What the Government Isn't Telling Us About COVID
You don't need to watch the movie Fight Club to know what the first rule of fight club is. As we've heard many times, it's "You do not talk about fight club."
The information sharing has slowed to a trickle on COVID, despite the fact parts of Canada are clearly seeing a sixth wave. The problem is, they're not talking about it.
Disappearing Data
During the pandemic, there have been many people, from news reporters, to doctors, to others who have taken the data Alberta Health Services (AHS) has placed on its website and turned it into very useful information. These have included charts and graphs, so detailed that it became very easy to track where we were when it came to COVID.
Perhaps nobody has done this better than journalist Aryn Toombs, who works for the independent news provider LiveWire Calgary. Aryn created the amazing website Charting Alberta COVID and still maintains it.
Several weeks ago, I noticed the detailed information from Aryn and others changed drastically, so I asked Aryn last week whether AHS had cut back on the data it had been sharing with the public.
Here’s Aryn’s reply, reprinted with his permission. “So there's two types of changes that were made: the first was the obvious surface level changes - fewer geo maps, fewer charts, fewer data tables.
The other side is less obvious, but within the data presented, there is less information. The master spreadsheet for example completely removed status for patients, meaning its now impossible to determine active cases, recovered cases, and deaths.
The geo maps that are left have far less information on them, making it harder to determine where in the province things are occurring like spikes in cases or deaths, or where people are being vaccinated.
So it’s a dual combination of less information being presented to the public, but also less data being shared, so that if the public wanted to delve deeper into how things are going in the province, that is no longer possible.
But it’s also worth pointing out that policy changes have rendered even what little data we have left as being mostly useless. The data as its presented now is backwards facing. It’s a historical reflection of what we've seen, because there simply is not enough testing in this province going forward to have a precise picture of where we stand. For that, all we have left is wastewater data, and even that is under the gun.”
Out of Sight, Out of Mind
The question is why? Why has AHS suddenly started sharing less data with the public?
It’s not as if AHS is no longer tracking COVID. It is. It has the information. It doesn’t have as much because it stopped much of the testing it was doing months ago. What has changed is, far less is being shared with the public, so the question then becomes, why is this being done?
In my opinion, it’s pretty simple. It’s all part of a general movement in Alberta and many other Canadian provinces to talk less about COVID and share less information. There’s a time-tested public relations practice that if the government spends less time talking about an issue, there’s less media coverage and less of a concern in the minds of most citizens.
Out of sight out of mind.
Granted, there must come a time when this has to happen. We can’t continue to spend truckloads of money on COVID the way we have for the past couple of years. The question is, is now the time to do that, when the sixth wave has already hit in parts of Canada?

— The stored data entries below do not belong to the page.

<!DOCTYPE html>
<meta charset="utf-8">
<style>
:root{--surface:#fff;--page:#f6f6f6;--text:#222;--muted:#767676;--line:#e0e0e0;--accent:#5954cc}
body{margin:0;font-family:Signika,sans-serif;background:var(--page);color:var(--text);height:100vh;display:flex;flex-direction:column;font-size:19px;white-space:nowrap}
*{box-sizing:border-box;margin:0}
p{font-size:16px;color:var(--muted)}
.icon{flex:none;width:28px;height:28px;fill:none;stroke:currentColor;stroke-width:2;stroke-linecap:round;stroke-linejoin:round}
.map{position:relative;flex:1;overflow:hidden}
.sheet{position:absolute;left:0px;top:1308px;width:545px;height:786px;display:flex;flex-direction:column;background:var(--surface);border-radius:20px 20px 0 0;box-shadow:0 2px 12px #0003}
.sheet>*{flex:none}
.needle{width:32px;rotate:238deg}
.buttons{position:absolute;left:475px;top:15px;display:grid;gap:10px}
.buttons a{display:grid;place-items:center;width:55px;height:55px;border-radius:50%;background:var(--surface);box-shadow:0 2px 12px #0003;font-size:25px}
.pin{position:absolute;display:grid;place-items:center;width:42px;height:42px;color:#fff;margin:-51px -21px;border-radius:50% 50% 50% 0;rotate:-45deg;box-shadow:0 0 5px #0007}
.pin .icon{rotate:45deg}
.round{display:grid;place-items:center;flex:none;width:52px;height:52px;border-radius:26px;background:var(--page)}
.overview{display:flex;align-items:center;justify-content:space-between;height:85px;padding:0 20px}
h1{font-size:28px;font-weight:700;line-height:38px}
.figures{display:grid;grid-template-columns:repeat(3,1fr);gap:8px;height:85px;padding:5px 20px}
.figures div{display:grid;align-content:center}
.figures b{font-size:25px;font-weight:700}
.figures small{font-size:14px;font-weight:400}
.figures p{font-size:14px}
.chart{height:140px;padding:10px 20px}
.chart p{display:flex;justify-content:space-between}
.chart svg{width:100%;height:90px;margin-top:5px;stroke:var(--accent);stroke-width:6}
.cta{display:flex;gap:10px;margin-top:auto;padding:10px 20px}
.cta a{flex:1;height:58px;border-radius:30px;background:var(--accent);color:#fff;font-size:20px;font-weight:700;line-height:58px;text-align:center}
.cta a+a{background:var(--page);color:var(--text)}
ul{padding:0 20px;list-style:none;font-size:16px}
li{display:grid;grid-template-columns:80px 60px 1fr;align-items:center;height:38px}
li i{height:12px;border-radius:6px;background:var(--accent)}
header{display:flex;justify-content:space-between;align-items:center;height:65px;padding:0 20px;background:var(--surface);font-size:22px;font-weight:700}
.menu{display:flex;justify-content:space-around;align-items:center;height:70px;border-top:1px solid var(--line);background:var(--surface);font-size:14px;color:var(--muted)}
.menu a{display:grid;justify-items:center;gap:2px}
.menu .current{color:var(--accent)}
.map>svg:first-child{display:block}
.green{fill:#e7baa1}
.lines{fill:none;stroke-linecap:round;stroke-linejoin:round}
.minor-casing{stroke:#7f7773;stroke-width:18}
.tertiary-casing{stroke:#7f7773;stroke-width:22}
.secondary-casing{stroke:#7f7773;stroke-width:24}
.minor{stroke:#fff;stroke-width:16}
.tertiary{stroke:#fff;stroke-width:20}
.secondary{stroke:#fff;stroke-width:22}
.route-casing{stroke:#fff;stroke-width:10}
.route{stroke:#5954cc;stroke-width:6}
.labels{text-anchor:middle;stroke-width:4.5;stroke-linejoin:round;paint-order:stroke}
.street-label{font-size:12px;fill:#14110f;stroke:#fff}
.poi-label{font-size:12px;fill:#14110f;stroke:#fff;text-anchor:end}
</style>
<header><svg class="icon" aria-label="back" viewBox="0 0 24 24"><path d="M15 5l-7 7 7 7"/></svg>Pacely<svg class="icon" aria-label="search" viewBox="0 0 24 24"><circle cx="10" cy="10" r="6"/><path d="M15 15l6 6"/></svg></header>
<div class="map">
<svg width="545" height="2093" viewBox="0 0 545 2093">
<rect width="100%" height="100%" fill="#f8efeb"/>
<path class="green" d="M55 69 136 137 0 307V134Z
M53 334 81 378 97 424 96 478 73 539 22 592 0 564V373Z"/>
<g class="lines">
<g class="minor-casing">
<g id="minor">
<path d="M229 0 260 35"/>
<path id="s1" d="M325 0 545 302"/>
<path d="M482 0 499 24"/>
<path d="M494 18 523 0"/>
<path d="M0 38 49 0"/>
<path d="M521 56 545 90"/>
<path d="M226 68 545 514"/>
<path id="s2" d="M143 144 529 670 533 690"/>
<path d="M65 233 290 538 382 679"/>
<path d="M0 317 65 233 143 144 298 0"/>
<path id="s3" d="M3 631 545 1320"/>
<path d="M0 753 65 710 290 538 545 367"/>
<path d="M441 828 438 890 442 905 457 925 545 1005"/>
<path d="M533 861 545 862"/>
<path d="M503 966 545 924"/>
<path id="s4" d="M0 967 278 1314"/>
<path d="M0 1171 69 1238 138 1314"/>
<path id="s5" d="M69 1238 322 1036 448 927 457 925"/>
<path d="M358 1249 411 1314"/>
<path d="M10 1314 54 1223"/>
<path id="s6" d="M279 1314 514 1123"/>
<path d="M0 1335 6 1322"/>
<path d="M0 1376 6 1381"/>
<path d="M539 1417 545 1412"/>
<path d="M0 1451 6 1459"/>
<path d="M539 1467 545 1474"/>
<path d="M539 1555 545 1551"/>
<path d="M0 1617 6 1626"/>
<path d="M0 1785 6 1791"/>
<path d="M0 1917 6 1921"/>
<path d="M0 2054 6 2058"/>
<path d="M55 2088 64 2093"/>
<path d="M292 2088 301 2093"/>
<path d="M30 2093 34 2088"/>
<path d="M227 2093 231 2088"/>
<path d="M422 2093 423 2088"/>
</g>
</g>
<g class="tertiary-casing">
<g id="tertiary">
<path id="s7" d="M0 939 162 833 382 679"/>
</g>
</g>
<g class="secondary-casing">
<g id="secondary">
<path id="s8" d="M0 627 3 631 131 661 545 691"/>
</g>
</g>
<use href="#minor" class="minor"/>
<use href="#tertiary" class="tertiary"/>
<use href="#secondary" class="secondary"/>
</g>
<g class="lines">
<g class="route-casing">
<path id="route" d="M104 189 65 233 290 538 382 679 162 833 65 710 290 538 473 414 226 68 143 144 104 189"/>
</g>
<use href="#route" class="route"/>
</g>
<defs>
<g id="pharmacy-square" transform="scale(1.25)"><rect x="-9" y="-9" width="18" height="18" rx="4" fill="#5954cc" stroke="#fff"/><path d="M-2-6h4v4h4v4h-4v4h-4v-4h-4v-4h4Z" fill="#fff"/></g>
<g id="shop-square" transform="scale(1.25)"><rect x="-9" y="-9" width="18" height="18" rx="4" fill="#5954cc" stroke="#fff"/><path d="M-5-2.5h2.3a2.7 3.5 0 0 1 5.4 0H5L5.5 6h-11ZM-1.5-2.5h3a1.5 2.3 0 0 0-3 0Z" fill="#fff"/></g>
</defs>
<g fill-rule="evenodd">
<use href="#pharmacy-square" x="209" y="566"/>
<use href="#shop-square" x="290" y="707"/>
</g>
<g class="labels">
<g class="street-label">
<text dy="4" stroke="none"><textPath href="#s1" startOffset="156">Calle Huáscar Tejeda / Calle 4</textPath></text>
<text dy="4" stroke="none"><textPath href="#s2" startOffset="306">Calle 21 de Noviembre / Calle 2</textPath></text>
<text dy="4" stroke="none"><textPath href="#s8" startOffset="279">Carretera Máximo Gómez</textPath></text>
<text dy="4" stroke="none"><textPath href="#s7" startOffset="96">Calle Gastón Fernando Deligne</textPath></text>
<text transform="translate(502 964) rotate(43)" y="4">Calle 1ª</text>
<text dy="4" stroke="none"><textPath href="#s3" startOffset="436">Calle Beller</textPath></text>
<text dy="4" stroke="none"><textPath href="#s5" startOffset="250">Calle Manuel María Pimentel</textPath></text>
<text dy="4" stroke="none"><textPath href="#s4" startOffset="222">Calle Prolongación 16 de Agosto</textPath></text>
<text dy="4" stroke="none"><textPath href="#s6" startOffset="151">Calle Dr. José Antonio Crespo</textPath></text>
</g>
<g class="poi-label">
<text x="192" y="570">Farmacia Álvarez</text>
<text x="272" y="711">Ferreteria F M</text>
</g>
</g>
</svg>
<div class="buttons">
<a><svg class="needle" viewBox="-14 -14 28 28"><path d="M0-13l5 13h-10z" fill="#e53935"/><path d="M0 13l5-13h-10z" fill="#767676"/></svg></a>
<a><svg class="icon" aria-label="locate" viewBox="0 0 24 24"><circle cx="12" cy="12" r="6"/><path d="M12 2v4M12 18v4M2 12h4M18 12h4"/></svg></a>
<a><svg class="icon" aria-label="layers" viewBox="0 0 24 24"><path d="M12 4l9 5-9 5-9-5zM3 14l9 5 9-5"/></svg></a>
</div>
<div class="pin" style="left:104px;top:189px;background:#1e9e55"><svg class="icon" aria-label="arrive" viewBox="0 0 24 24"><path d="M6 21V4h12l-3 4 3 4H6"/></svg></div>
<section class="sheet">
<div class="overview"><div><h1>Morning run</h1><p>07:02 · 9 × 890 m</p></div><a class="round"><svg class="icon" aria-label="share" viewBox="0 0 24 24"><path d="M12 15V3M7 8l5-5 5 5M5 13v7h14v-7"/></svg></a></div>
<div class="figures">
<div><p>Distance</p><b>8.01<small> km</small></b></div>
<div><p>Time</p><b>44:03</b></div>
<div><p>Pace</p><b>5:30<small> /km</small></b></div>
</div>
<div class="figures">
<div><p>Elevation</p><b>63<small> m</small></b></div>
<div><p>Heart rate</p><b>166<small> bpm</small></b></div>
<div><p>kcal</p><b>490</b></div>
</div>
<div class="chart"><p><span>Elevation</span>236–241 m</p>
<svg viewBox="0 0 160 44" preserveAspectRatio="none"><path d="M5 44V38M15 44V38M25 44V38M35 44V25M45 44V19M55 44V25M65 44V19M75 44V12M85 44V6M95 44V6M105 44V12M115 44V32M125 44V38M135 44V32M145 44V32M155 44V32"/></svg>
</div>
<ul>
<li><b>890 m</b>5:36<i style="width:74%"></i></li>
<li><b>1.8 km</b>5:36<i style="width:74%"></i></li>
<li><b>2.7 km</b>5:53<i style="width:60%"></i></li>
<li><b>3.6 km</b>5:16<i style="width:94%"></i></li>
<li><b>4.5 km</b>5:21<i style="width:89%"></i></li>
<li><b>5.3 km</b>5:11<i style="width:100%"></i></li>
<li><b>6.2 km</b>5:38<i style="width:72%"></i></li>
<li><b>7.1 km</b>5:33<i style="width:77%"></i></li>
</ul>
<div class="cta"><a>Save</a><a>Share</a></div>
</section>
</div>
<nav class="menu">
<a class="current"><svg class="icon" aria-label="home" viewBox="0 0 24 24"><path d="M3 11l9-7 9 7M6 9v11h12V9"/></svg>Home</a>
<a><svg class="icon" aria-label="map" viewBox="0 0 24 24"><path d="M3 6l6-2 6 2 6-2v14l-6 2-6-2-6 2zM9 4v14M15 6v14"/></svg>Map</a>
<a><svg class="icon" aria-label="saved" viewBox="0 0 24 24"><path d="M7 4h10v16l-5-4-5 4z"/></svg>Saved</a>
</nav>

Late last week, health officials in Ottawa and eastern Ontario urged people to resume social distancing and wearing a mask indoors. In the last week that masks were mandated in Ontario, around 14,000 new daily cases were discovered. Last week, there were predictions from experts that Ontario will see 100,000 to 120,000 new infections every day very soon.
The sixth wave is already here. Despite that, health restrictions in almost every province have been scrapped. Governments have moved on from COVID. We're on our own now.
The Media Loses Interest in COVID
If the Alberta government does have a strategy to talk less about COVID, it is working.
It’s been weeks since Premier Jason Kenney appeared at a news conference to talk about COVID. Health Minister Jason Copping and the Chief Medical Officer of Health, Dr. Deena Hinshaw now only do one news conference a week and they only talk about some basic data like hospitalizations, ICU cases and deaths. As I watched their news conference last Thursday, I could almost picture them walking a tightrope between saying COVID is still here and we need to take precautions, but not wanting to alarm anyone to raise calls for renewed health restrictions. It was interesting to watch.
Only three reporters attended last week’s news conference and two were at the one the week before. Maybe the media is tired of talking about COVID too. The government’s plan seems to be working.
I would prefer the media to talk about how the data from AHS has changed and why. I know Aryn and others like Dr. Joe Vipond have been making that point for weeks.
Alberta isn’t alone in this effort. Ontario’s Chief Medical Officer of Health hasn’t done a news conference in weeks and Saskatchewan reports COVID numbers even less frequently than Alberta.
The problem is, I’ve seen the following comment so often in social media for the last two weeks that it scares me – “I know more people today with COVID than any time in the last two years.”
Sure, the number of people going to hospital and the ICU with COVID has remained fairly stable. People will get COVID, just like the flu. But do we really know enough about the long-term effects of COVID, to simply say “It’s like the flu. People may get it, but they’ll recover.” Tell that to the millions of COVID long haulers in North America.
Despite that, governments are closing testing sites, sharing less data, talking less about COVID and providing fewer forecasts about what may happen in the future.
The first rule of Fight Club is, you do not talk about fight club. Or COVID apparently now too.